Lisa McCormick: Corporate welfare is an outcrop of Reaganomics

While I respect Ray Lesniak and Joe Kyrillos, these august lawmakers are dead wrong about the benefits of corporate welfare.

Corporate welfare is an outcrop of Reaganomics, the discredited policy of getting out more by putting in less.
Tax cuts did not increase government revenue. Legalizing and incentivizing the worst practices of greed did not result in shared wealth. Giving away taxpayer’s money to rich investors does not stimulate the economy.
For 50 years, America made great strides with progressive values and Keynesian economic policies. Graduated taxes that rose with one’s ability to pay and responsible public investments in the working people created a large, prosperous and growing middle class.

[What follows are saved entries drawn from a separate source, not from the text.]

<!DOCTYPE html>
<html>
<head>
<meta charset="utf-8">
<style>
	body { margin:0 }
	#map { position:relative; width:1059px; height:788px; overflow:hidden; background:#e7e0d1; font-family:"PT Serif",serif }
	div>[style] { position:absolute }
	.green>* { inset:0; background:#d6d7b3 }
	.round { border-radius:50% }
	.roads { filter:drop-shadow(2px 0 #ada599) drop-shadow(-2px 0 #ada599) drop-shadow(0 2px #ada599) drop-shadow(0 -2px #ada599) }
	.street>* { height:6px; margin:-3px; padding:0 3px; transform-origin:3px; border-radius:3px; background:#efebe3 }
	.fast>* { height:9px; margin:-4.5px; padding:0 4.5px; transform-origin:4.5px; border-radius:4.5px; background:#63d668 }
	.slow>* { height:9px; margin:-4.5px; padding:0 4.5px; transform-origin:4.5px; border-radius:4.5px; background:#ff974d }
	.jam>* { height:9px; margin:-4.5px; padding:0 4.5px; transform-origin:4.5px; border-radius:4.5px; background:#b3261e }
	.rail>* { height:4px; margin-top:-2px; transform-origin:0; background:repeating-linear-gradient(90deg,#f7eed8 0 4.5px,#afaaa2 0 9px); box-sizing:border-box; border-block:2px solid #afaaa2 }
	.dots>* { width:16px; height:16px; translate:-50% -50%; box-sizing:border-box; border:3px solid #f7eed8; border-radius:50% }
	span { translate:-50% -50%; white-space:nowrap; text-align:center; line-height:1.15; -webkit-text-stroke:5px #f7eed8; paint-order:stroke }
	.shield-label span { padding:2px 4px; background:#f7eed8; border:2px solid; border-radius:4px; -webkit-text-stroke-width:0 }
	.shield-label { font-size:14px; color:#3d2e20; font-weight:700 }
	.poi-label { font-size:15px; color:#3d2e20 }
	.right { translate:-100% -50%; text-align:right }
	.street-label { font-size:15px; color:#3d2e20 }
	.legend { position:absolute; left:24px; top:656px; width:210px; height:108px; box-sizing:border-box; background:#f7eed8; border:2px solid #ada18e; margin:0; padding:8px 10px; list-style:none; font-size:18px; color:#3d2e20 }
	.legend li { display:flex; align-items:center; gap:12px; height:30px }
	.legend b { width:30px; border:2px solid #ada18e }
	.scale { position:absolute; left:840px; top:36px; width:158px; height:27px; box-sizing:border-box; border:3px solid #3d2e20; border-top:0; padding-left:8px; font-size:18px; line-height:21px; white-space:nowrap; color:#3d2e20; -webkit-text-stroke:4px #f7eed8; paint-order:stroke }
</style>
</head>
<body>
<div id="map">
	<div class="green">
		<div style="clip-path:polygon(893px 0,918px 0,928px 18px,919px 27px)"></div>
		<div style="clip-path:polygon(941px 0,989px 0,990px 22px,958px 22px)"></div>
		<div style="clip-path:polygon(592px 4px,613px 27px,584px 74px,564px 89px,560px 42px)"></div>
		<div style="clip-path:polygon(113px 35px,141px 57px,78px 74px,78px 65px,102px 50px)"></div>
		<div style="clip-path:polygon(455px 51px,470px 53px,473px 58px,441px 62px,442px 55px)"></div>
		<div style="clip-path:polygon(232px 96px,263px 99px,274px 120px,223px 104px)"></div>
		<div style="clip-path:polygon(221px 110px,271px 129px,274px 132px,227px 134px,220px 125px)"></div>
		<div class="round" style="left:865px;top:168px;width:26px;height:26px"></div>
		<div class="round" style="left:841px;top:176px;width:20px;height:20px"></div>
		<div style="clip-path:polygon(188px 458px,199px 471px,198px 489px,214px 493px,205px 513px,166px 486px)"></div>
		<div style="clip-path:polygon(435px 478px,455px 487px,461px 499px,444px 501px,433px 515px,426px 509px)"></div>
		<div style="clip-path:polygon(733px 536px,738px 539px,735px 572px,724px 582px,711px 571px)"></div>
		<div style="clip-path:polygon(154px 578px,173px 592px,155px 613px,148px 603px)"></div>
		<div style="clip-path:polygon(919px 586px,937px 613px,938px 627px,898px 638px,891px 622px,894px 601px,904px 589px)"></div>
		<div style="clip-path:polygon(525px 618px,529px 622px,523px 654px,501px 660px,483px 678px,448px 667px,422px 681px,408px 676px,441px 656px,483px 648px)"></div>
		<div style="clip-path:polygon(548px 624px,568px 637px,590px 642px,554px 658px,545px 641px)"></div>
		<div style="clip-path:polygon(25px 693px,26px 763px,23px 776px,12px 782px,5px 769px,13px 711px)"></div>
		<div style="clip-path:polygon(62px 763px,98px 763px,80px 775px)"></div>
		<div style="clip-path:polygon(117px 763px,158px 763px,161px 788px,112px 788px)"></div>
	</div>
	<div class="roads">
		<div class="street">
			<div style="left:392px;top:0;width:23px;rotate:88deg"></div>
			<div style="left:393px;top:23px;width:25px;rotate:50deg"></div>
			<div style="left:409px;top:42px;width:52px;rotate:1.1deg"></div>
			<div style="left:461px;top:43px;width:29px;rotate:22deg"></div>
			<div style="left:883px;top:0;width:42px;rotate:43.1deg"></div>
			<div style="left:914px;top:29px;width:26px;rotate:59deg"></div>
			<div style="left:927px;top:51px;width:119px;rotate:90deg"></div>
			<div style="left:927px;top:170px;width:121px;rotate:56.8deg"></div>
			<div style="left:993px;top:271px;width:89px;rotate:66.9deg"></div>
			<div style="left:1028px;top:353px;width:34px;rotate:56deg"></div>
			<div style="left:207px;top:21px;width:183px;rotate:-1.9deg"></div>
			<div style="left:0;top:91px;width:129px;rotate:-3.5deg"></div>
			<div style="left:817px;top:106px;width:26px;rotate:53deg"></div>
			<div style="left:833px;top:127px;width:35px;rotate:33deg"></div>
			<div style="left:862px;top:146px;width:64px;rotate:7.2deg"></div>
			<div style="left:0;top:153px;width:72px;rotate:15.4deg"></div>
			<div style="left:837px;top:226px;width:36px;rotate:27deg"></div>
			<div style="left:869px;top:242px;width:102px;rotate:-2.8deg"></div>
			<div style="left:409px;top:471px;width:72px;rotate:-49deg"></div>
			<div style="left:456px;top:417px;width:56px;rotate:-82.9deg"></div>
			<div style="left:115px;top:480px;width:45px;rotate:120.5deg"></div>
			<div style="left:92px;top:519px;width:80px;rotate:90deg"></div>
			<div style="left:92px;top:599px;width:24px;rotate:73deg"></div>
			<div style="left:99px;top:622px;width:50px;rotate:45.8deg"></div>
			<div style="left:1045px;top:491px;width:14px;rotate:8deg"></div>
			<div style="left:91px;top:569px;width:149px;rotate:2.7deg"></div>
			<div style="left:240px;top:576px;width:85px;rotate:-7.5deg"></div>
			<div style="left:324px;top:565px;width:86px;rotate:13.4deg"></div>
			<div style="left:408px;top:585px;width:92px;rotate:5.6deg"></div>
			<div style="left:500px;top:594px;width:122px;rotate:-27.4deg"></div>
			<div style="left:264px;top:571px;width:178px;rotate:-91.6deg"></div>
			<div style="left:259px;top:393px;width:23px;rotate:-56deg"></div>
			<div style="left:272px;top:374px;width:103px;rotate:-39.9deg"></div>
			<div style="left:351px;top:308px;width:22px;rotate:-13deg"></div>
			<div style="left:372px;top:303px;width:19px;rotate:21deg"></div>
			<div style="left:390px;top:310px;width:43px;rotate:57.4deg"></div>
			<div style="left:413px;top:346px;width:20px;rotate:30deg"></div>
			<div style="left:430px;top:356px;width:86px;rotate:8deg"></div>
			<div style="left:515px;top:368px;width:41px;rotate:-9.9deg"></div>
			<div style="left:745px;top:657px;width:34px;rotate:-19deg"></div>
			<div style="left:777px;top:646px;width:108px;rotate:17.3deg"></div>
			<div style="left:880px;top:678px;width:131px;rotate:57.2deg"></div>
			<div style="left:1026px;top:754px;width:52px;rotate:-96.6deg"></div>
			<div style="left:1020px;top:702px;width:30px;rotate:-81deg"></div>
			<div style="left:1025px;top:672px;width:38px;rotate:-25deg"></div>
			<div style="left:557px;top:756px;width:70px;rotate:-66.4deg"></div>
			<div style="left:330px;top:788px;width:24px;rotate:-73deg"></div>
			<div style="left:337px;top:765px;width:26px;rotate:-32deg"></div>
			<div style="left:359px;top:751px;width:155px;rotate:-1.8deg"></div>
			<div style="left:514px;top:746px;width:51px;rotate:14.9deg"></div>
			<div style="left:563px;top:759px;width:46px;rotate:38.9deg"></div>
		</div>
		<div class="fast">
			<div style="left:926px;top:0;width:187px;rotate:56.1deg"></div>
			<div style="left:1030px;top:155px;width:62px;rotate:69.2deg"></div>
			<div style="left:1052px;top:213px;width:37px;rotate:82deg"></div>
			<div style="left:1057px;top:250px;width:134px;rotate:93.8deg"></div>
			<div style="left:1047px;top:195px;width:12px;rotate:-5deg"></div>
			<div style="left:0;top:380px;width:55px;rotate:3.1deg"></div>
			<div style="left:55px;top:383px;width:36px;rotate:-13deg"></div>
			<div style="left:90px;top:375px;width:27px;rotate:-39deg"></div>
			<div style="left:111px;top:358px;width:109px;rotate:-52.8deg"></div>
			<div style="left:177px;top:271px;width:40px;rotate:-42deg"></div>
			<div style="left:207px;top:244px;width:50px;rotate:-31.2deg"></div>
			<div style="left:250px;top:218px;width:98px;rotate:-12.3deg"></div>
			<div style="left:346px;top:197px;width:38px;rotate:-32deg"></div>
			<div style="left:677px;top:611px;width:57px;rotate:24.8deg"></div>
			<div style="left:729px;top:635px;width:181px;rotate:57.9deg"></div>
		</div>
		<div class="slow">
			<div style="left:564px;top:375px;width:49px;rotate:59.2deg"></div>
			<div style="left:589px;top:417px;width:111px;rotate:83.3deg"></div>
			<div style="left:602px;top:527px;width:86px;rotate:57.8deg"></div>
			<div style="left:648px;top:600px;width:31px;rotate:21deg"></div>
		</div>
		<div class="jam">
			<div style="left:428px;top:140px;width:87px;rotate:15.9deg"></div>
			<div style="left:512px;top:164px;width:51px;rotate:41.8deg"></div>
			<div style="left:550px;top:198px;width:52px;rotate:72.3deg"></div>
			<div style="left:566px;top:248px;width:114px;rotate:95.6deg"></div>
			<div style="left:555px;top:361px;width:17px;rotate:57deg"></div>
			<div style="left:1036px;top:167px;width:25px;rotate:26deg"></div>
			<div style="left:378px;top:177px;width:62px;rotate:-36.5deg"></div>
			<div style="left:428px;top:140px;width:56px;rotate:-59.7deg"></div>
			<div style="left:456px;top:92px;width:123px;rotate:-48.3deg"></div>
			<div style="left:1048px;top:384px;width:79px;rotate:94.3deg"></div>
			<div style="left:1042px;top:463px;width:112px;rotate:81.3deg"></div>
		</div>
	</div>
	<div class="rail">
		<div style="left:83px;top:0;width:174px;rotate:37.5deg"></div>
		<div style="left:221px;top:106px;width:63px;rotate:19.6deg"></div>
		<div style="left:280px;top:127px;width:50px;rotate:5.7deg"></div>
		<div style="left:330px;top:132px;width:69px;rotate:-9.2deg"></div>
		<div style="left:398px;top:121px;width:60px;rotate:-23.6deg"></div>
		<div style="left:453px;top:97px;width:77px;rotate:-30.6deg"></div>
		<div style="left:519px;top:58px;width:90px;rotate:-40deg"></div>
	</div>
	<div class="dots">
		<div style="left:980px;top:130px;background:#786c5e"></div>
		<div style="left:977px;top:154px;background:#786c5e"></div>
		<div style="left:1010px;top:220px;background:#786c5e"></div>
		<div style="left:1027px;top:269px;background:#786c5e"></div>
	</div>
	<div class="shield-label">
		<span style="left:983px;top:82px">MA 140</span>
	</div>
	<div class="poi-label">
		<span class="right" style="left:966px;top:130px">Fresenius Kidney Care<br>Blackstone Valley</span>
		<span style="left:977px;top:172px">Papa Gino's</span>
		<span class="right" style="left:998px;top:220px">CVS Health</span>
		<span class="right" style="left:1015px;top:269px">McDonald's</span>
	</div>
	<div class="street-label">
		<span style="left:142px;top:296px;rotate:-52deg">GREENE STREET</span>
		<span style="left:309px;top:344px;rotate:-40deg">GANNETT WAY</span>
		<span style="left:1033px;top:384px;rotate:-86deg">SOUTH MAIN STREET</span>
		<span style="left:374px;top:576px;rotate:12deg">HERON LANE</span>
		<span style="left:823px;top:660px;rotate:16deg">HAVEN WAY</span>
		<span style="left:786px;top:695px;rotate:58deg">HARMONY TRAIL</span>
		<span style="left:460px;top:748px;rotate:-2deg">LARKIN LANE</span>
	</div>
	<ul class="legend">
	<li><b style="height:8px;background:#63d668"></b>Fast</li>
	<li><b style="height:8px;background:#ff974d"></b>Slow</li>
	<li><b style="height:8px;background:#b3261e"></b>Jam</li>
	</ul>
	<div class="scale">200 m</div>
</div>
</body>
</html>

Rules that favor labor, protect consumers and make people better — with programs and services like free public education and Medicare — return more for our money because they invest in our future.
Reagan’s presidency set up our country for failure. We’re on track for a $37 trillion national debt, the middle class fell from 65% to 40% of our population, and people with two jobs have trouble making ends meet. Forty years of Supply Side lunacy has left us broke and busted.
Corporate welfare is just one aspect of Reaganomics that has disappointed but it is a failure nonetheless. A return to liberal welfare-state policies as exhibited in the New Deal and Great Society programs that made America the richest nation on the planet is the only course of action that makes sense.
Corporate welfare and tax cuts for the rich should go extinct.